Nous sommes entrés dans la société française du mimétisme. Sous l’influence oppressante des médias télévisés, les seuls qui aient un vrai pouvoir hypnotique dans ce pays, on en arrive à ce que l’opinion dominante soit, comme l’avait écrit avec talent jean-Claude Guillebaud dans l’une de ses chroniques de Sud Ouest Dimanche, « comme une vapeur qu’on respire. C’est une intoxication qu’on respire ». Jamais ce constat n’aura été aussi patent quand on regarde le bilan de ce cru 20014 des élections municipales. Constamment les « télés perroquets », celles qui ressassent en boucle des poncifs, des analyses en prêt à porter, des évidences construites avec des arrières-pensées partisanes et qui sont loin très loin de leur mission d’information éducative influent fortement sur le comportement des masses. Si Karl Marx revenait il associerait forcément « l’opium du peuple » a une nouvelle religion, celle du « petit écran » qui a maintenant la main sur les consciences. On ne se construit plus son opinion mais on se la laisse instiller par des gourous largement payés une opinion que l’on pense être la sienne!
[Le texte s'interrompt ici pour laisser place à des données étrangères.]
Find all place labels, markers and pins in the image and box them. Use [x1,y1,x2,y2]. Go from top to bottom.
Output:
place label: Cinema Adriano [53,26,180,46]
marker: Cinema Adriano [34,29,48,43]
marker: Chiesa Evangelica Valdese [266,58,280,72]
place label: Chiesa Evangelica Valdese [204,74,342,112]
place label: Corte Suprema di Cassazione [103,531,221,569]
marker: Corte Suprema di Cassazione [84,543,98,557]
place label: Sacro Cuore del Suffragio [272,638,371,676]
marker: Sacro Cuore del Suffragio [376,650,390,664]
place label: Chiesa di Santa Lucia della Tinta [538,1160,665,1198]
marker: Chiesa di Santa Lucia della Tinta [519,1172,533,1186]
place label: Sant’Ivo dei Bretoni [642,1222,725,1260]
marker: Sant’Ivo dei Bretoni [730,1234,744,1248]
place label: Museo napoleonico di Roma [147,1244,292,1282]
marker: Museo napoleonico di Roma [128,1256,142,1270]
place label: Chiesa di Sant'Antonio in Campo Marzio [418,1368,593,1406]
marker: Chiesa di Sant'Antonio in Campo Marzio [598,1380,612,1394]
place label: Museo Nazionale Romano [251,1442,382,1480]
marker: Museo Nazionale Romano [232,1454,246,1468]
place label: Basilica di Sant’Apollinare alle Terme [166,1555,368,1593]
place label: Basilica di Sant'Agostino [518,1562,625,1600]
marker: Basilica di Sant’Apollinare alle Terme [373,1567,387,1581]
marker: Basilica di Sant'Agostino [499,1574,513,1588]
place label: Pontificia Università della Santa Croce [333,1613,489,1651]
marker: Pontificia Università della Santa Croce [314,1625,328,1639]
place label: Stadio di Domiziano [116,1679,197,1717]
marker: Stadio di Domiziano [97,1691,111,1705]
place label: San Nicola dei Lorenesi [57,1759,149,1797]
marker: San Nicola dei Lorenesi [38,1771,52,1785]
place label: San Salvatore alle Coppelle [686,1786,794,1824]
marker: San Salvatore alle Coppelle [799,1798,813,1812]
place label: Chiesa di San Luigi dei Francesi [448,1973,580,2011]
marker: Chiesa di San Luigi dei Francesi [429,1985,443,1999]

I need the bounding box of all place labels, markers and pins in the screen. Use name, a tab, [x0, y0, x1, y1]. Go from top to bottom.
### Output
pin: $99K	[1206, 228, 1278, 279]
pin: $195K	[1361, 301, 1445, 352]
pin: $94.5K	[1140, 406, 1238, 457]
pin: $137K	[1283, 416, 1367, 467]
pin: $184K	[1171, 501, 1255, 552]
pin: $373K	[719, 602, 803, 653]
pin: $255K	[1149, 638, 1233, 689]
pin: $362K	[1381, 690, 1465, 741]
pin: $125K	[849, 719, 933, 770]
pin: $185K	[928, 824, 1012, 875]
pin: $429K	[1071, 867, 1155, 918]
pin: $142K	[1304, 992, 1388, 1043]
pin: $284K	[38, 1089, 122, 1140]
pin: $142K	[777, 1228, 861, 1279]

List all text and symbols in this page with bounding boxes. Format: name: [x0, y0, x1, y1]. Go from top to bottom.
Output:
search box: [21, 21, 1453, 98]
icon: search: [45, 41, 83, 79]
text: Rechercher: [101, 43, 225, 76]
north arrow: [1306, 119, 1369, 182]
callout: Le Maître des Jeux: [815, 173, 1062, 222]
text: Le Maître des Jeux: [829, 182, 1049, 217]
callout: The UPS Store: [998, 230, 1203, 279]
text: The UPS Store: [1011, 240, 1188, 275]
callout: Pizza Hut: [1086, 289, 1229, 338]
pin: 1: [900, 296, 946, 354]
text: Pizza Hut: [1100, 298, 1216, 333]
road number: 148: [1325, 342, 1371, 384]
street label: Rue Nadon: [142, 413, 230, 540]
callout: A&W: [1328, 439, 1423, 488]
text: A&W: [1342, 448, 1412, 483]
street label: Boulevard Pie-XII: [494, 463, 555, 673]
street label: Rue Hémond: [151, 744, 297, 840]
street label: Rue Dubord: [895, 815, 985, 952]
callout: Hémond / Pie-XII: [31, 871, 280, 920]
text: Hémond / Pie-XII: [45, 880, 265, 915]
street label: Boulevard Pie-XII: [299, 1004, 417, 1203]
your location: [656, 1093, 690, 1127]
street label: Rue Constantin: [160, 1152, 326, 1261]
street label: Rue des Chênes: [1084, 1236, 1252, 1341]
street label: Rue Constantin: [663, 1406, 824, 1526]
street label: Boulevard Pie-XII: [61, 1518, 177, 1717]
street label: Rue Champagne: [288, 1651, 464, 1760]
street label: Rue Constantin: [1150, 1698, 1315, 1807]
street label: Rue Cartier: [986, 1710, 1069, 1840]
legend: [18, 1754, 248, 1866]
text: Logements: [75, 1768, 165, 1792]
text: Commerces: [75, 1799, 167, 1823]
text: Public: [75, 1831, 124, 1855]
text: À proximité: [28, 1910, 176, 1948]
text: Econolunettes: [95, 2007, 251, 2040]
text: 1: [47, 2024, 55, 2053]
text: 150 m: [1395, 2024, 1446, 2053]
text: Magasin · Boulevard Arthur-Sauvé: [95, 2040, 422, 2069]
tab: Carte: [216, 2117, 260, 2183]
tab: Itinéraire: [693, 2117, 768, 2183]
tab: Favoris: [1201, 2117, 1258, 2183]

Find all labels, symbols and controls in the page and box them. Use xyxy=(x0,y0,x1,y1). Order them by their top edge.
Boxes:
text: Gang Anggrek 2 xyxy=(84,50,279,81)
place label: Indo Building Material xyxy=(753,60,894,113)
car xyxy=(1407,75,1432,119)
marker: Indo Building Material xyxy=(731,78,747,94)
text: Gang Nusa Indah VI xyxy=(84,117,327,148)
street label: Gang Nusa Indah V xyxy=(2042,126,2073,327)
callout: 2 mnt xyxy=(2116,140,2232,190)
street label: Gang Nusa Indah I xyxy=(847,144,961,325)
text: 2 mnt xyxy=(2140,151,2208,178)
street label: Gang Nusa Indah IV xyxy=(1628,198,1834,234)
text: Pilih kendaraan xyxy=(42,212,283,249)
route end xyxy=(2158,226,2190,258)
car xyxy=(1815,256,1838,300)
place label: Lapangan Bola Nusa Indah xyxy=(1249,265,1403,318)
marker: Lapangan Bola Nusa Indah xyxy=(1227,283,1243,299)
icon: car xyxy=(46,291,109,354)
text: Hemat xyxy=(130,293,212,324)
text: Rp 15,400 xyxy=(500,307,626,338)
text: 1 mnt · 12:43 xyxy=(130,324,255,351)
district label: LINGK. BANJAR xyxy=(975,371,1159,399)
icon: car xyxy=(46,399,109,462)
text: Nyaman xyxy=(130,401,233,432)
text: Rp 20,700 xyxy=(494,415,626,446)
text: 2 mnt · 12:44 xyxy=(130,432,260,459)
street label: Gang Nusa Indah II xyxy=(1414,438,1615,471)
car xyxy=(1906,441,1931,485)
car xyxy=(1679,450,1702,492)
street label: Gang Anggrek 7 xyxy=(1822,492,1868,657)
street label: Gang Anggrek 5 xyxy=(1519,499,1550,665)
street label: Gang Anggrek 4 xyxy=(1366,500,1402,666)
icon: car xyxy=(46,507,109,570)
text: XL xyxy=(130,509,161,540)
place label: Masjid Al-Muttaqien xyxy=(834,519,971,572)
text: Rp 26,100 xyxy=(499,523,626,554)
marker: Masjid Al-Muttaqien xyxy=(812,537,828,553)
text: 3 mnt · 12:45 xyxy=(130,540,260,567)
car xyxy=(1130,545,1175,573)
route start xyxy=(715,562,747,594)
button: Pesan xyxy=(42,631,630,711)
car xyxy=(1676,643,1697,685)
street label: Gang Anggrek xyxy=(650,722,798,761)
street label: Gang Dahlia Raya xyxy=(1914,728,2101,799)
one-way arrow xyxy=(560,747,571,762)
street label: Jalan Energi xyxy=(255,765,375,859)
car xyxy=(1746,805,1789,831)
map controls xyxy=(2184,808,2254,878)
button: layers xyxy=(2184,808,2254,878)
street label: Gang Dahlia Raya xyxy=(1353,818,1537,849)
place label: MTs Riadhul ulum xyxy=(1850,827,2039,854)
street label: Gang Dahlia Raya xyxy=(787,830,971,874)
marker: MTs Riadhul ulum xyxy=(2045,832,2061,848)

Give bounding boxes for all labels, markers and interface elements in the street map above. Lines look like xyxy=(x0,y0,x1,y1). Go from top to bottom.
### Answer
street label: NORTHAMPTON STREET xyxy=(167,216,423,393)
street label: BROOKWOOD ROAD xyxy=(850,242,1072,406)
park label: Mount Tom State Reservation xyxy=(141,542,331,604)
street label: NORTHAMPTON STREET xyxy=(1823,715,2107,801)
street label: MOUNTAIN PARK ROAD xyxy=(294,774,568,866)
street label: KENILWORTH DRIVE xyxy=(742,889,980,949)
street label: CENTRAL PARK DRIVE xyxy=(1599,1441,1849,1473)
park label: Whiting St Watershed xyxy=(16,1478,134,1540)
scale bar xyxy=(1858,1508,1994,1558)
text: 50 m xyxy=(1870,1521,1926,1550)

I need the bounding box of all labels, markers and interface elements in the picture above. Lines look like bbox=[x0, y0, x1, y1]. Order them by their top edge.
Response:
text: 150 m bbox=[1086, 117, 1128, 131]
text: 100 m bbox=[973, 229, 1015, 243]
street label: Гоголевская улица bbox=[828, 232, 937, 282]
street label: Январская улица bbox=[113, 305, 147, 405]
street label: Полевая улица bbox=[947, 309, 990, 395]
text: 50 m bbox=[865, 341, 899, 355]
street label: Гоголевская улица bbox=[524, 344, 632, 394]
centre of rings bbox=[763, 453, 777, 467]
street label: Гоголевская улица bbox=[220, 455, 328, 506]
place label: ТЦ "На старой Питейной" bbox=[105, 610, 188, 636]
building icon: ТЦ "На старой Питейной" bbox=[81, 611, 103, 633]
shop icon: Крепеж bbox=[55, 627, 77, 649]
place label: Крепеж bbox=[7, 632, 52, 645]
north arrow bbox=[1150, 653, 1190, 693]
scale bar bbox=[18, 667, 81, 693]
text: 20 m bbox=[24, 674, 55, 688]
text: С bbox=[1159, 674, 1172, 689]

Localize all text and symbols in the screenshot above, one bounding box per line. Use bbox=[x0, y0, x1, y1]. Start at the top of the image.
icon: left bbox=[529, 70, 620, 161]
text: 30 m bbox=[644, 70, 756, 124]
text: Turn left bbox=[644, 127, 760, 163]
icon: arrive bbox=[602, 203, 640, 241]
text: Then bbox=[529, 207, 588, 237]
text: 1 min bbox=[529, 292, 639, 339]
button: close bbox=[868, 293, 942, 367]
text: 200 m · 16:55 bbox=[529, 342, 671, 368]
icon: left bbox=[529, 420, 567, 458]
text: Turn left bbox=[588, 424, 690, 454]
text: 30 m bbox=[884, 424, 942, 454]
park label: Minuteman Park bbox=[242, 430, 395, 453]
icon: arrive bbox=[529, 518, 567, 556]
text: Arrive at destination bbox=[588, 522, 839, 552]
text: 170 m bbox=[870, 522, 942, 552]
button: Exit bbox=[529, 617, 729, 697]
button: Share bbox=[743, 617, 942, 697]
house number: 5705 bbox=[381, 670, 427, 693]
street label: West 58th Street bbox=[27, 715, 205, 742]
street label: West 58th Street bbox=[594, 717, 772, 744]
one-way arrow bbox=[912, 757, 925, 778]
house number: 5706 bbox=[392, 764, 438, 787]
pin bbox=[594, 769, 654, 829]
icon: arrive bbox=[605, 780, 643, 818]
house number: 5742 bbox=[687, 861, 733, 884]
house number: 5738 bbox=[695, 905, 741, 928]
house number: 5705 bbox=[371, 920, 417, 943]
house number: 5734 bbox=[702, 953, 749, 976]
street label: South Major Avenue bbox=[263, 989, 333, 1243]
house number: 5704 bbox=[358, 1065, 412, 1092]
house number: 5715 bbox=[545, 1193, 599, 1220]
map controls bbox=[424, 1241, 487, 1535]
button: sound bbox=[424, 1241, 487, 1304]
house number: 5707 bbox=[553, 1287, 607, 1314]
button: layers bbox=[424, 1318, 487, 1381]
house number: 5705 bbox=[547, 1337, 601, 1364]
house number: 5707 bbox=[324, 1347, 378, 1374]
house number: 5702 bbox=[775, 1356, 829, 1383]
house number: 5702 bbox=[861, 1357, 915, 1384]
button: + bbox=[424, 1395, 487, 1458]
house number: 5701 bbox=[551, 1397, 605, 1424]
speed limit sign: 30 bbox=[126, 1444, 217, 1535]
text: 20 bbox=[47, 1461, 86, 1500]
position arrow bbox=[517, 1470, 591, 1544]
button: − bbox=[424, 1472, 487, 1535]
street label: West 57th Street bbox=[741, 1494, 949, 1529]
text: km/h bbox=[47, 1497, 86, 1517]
Il en est ainsi pour l’abstention ! Le rappel incessant du comportement des abstentionnistes, expliquant depuis une semaine, que le courage consistait à rester chez soi a accentué la désaffection des électrices et des électeurs. Il est devenu du plus grand chic de proclamer que le refus de se comporter en non-citoyen constitue un acte héroïque comme celui d’un déserteur présenté comme un pacifiste. Cette vague de désintérêt ou de refus d’arbitrage n’a cessé d’augmenter au fil des ans sans que personne ne tente d’infléchir le sens de l’histoire. Et dans ce domaine les socialistes, chaque fois qu’ils sont passés au pouvoir n’ont jamais abordé ce véritable défi d’un renaissance de la citoyenneté ! Par manque de courage ils en payent l’addition ! Par manque de lisibilité de leur politique parisienne, concoctée dans les salons ministériels ou dans ces cabinets totalement étrangers à la réalité, ils ont renforcé l’inutilité du vote. Jamais l’écart a été aussi grand entre l’appréciation que font les gens ordinaires des décisions prises et leurs impacts réels dans le quotidien. Le vote du second tour le confirme : si des abstentionnistes sont allés voter c’est contre le « système » et vraiment pas pour le soutenir. La très grande majorité des votes exprimés ne sont pas hostiles au PS mais à celles et ceux qui sont ses représentants depuis des décennies au pouvoir, dans les émissions en tous genres, dans toutes les grandes institutions. Ne pas le reconnaître serait simplement commettre une faute historique grave ! Il faut un fort renouvellement de la pensée et des gens qui la portent.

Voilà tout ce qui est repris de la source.